--- Data for the task Enclosed Below ---

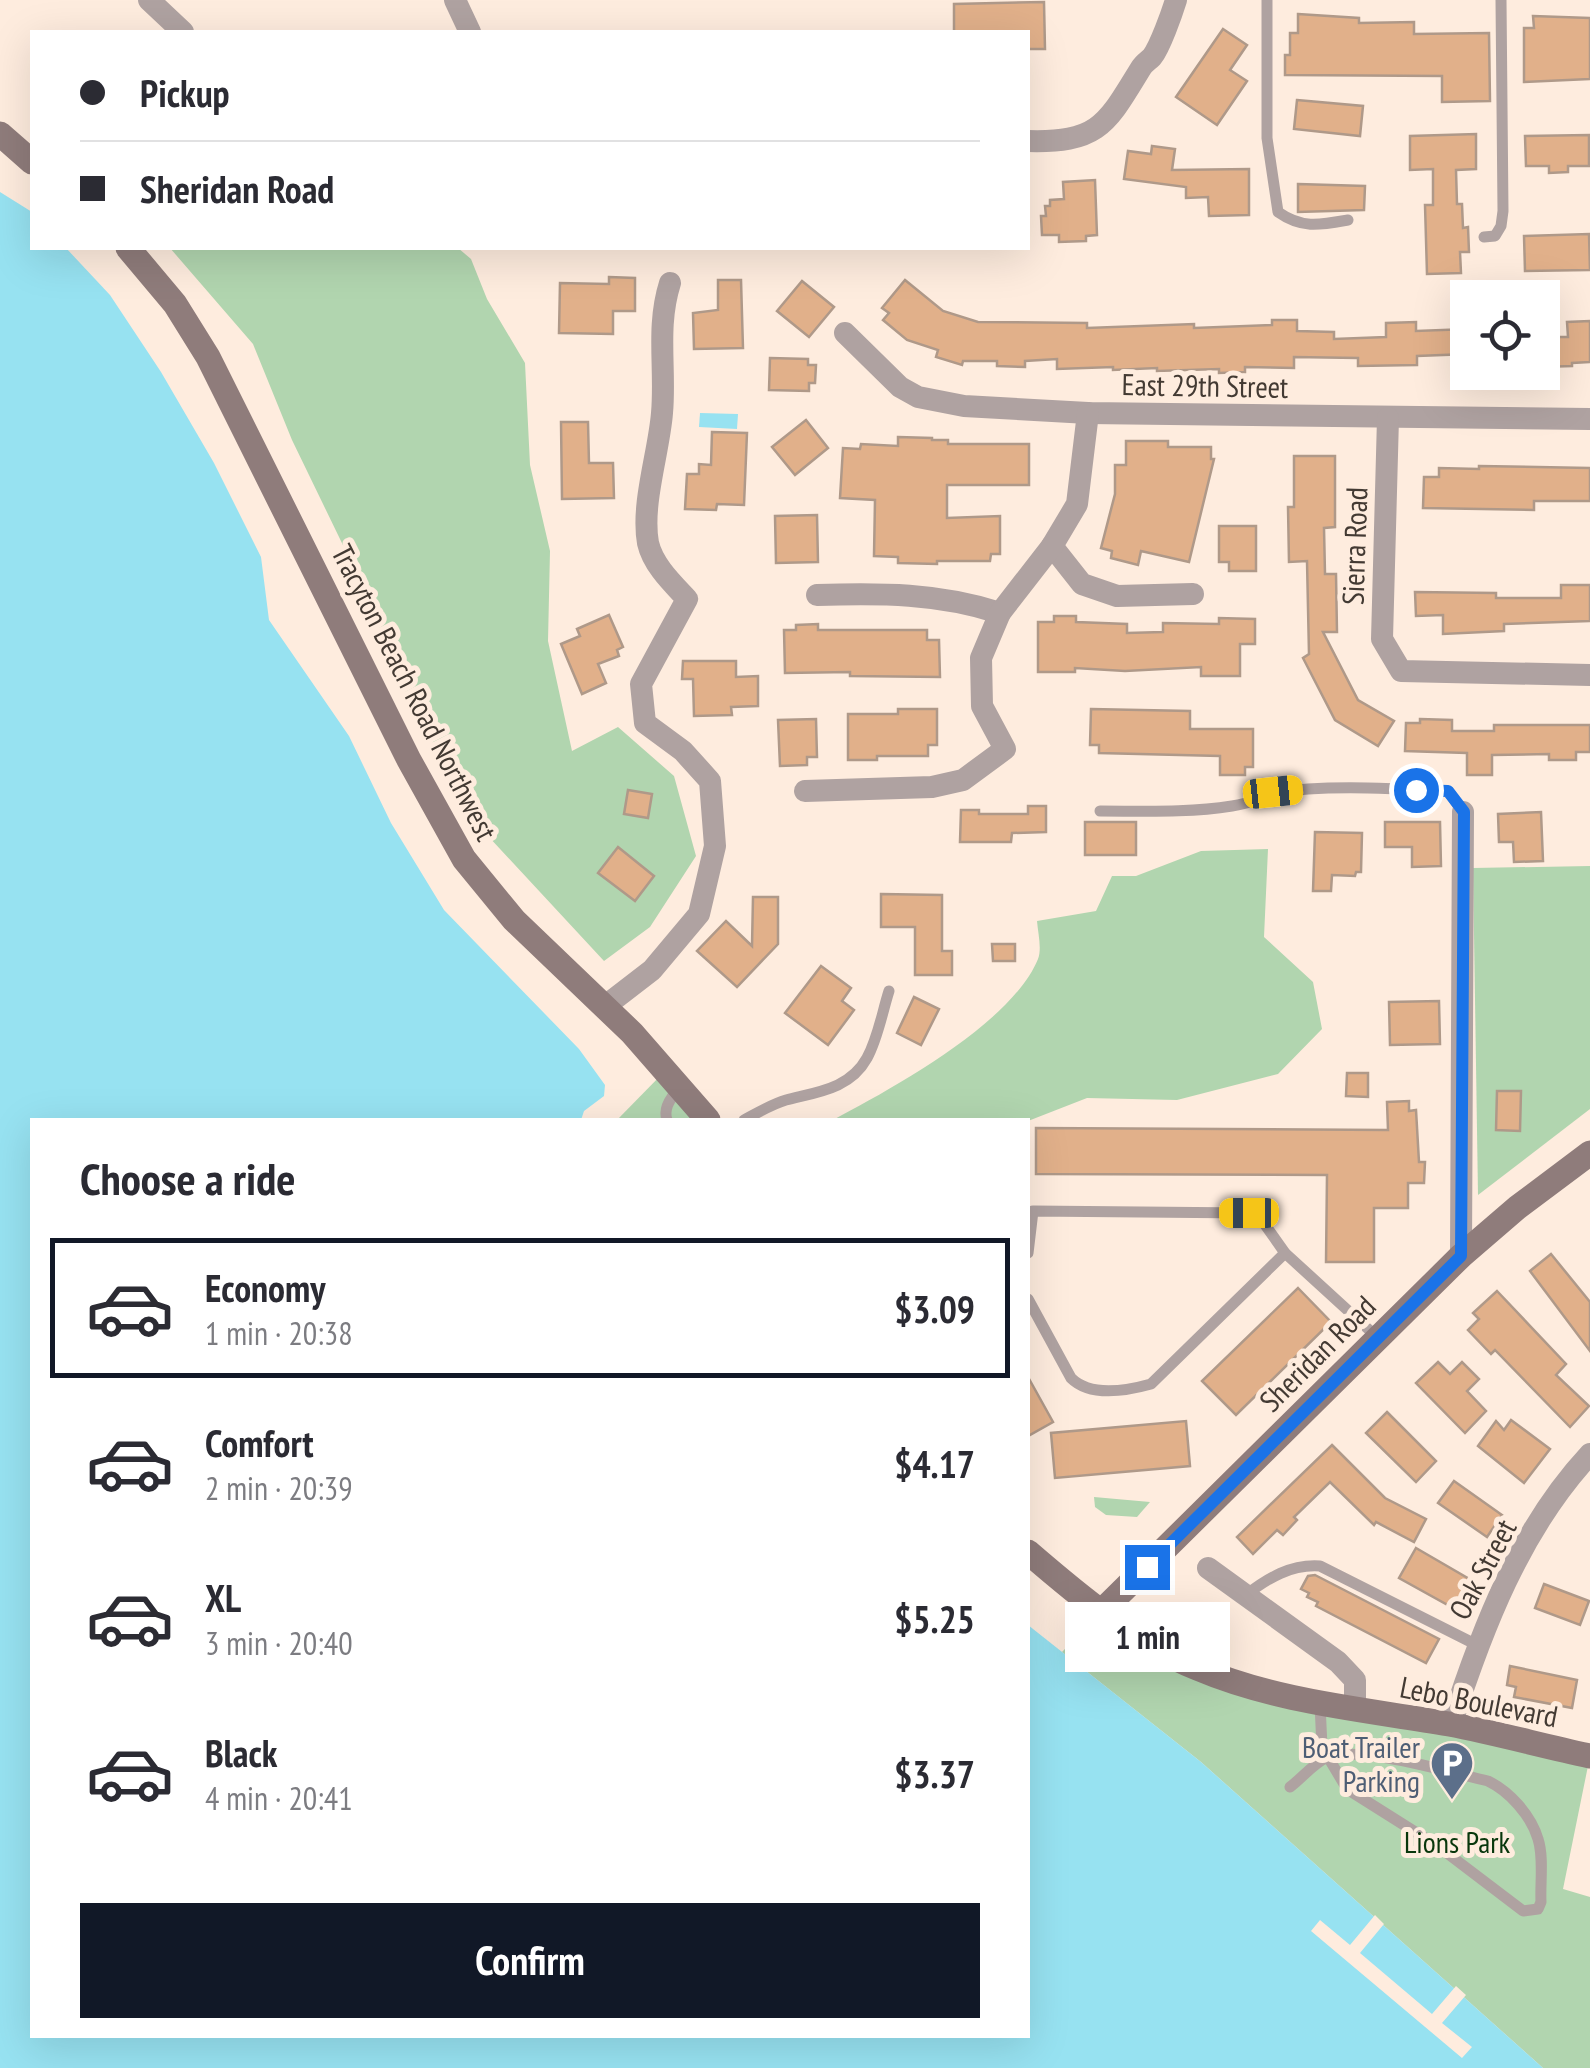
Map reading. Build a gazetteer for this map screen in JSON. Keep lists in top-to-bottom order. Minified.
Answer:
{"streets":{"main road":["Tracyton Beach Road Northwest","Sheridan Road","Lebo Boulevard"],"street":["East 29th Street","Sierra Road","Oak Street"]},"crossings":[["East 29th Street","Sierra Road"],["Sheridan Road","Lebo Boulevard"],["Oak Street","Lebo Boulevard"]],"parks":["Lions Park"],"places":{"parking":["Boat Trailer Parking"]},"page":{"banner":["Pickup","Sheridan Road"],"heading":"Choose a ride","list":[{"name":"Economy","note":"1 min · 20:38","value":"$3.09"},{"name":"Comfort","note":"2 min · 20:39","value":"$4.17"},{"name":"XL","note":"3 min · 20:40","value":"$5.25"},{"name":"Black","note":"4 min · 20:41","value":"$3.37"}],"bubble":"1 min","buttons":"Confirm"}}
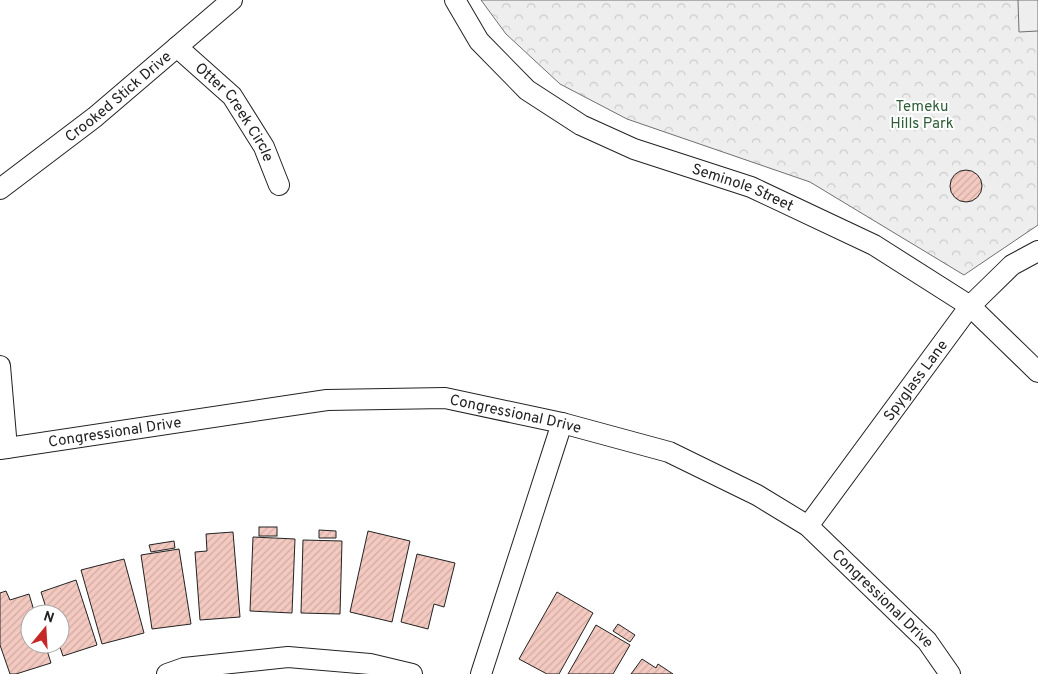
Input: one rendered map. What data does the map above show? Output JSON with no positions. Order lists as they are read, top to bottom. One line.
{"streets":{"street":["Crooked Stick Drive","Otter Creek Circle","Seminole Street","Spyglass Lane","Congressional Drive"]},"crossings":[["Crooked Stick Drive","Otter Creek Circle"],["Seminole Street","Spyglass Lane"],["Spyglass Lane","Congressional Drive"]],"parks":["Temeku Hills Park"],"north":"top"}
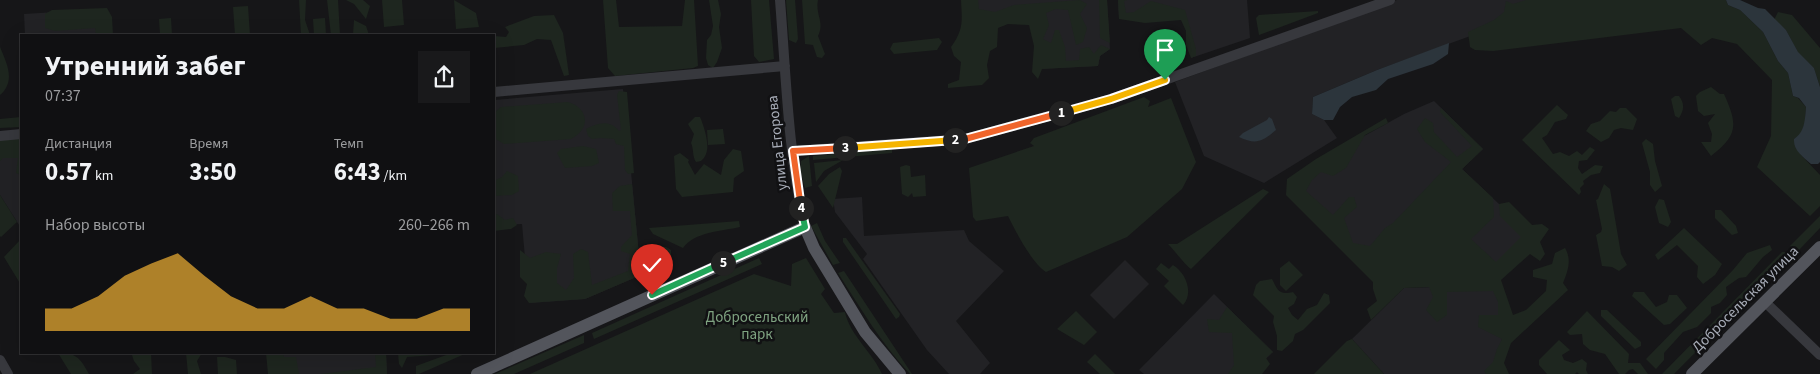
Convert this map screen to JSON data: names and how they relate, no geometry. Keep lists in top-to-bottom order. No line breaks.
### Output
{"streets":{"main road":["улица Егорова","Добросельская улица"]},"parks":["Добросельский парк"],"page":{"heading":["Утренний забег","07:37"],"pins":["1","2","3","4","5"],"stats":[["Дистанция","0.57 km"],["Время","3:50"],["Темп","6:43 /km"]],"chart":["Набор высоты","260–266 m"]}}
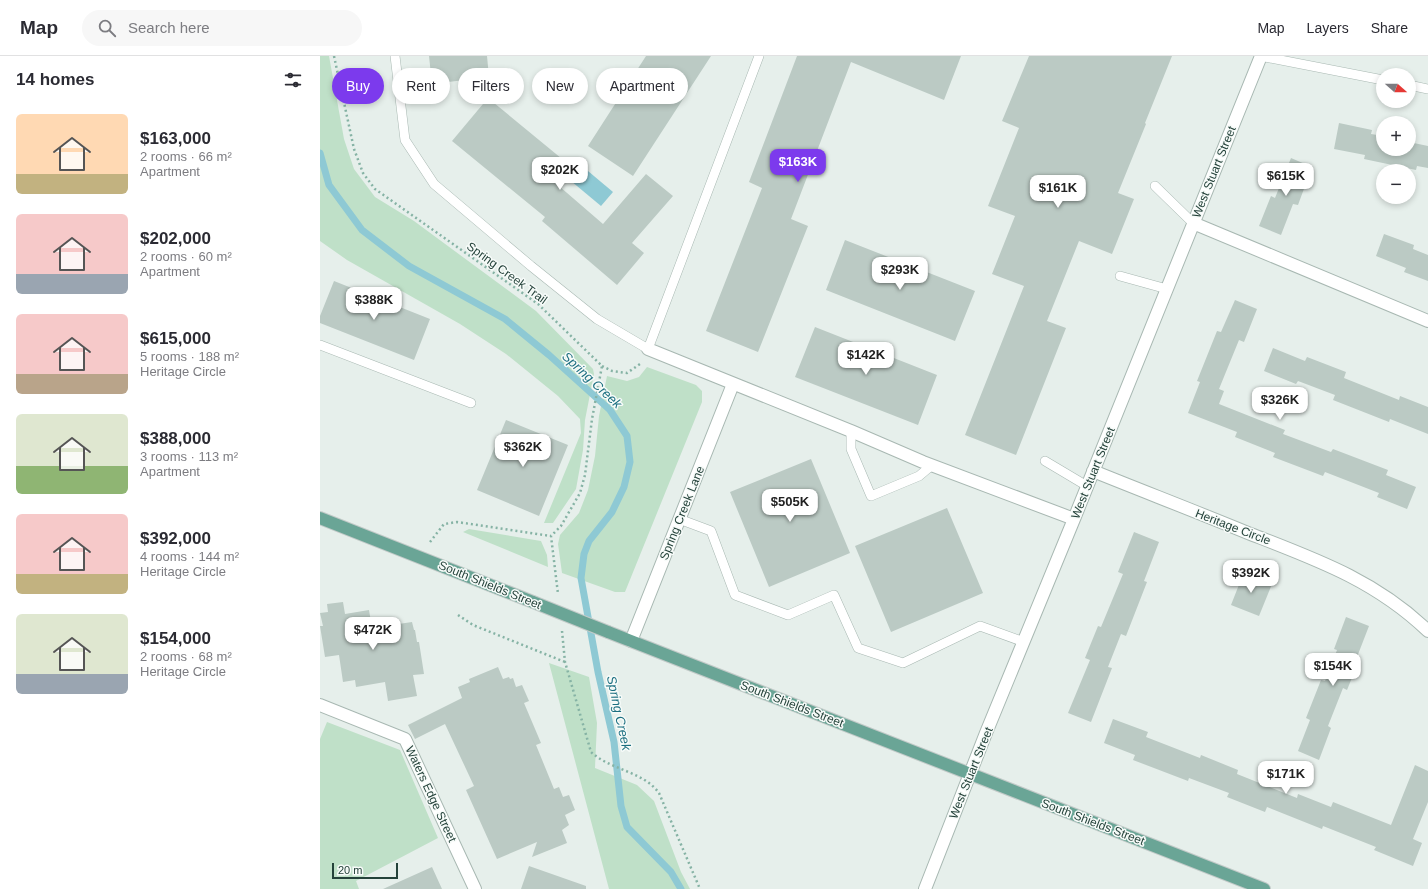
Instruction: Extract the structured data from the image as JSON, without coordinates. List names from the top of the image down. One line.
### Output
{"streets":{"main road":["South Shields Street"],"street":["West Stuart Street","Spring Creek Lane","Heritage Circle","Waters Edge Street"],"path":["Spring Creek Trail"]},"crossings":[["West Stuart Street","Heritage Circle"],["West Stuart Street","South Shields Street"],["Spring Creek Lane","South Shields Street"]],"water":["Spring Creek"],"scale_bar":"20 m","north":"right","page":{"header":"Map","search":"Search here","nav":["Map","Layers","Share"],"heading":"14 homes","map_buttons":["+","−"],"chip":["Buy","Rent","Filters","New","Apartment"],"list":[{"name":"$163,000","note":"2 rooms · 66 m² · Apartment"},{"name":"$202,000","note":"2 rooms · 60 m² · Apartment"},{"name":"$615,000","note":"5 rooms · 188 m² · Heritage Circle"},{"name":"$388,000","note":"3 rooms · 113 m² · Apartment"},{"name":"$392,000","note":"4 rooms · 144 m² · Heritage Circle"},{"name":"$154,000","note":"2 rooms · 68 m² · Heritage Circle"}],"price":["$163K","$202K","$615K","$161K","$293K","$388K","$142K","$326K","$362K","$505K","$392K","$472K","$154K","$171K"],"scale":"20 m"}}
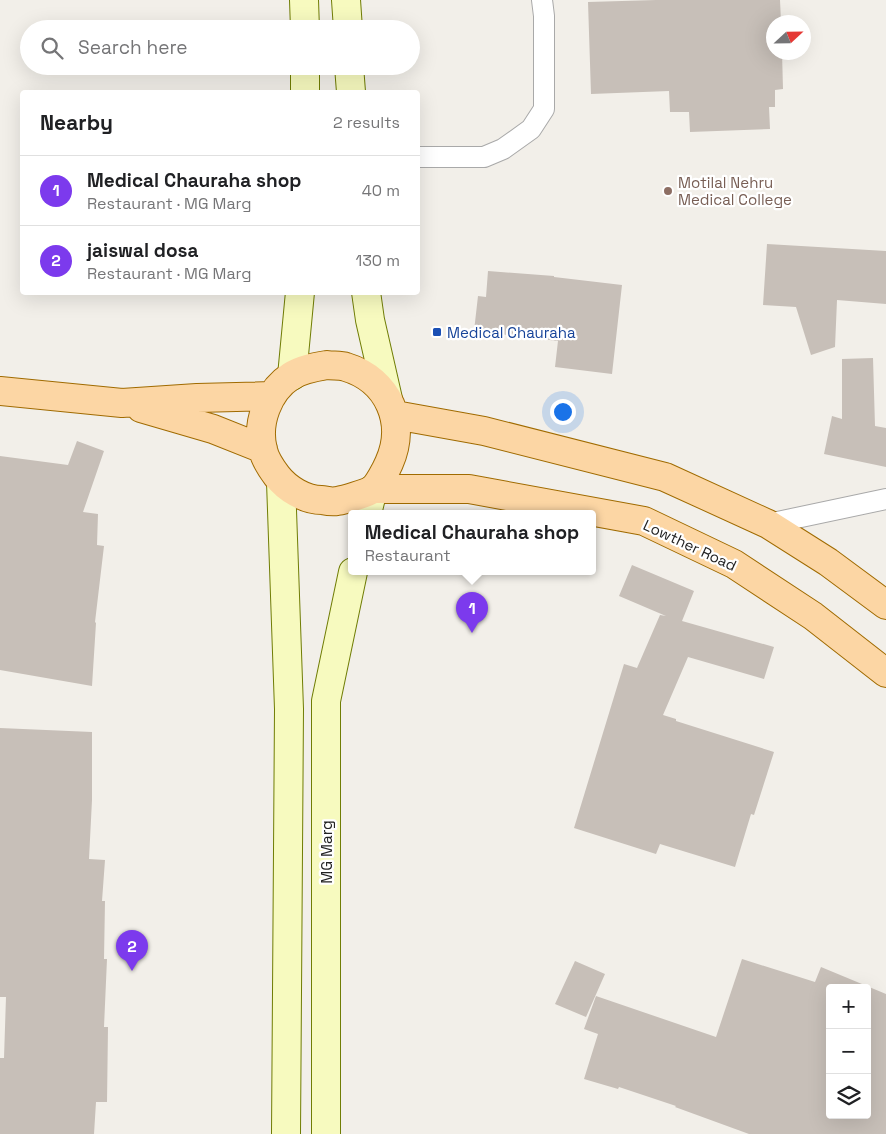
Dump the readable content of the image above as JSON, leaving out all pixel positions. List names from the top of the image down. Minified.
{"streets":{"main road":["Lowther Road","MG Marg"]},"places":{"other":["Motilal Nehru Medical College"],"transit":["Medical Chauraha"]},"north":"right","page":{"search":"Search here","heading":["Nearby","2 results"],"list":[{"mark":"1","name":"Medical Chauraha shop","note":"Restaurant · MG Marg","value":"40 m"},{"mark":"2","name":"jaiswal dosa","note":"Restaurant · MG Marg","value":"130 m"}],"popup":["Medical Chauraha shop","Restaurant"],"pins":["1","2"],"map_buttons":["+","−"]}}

--- End of Enclosed Data for the task ---

### The task
Starting at the line above that contains "Convert this map", transcribe every line exactly through the line that contains "Instruction: Extract the", including that last one, and skip the pictures.

### Answer box
Convert this map screen to JSON data: names and how they relate, no geometry. Keep lists in top-to-bottom order. No line breaks.
### Output
{"streets":{"main road":["улица Егорова","Добросельская улица"]},"parks":["Добросельский парк"],"page":{"heading":["Утренний забег","07:37"],"pins":["1","2","3","4","5"],"stats":[["Дистанция","0.57 km"],["Время","3:50"],["Темп","6:43 /km"]],"chart":["Набор высоты","260–266 m"]}}
Instruction: Extract the structured data from the image as JSON, without coordinates. List names from the top of the image down. One line.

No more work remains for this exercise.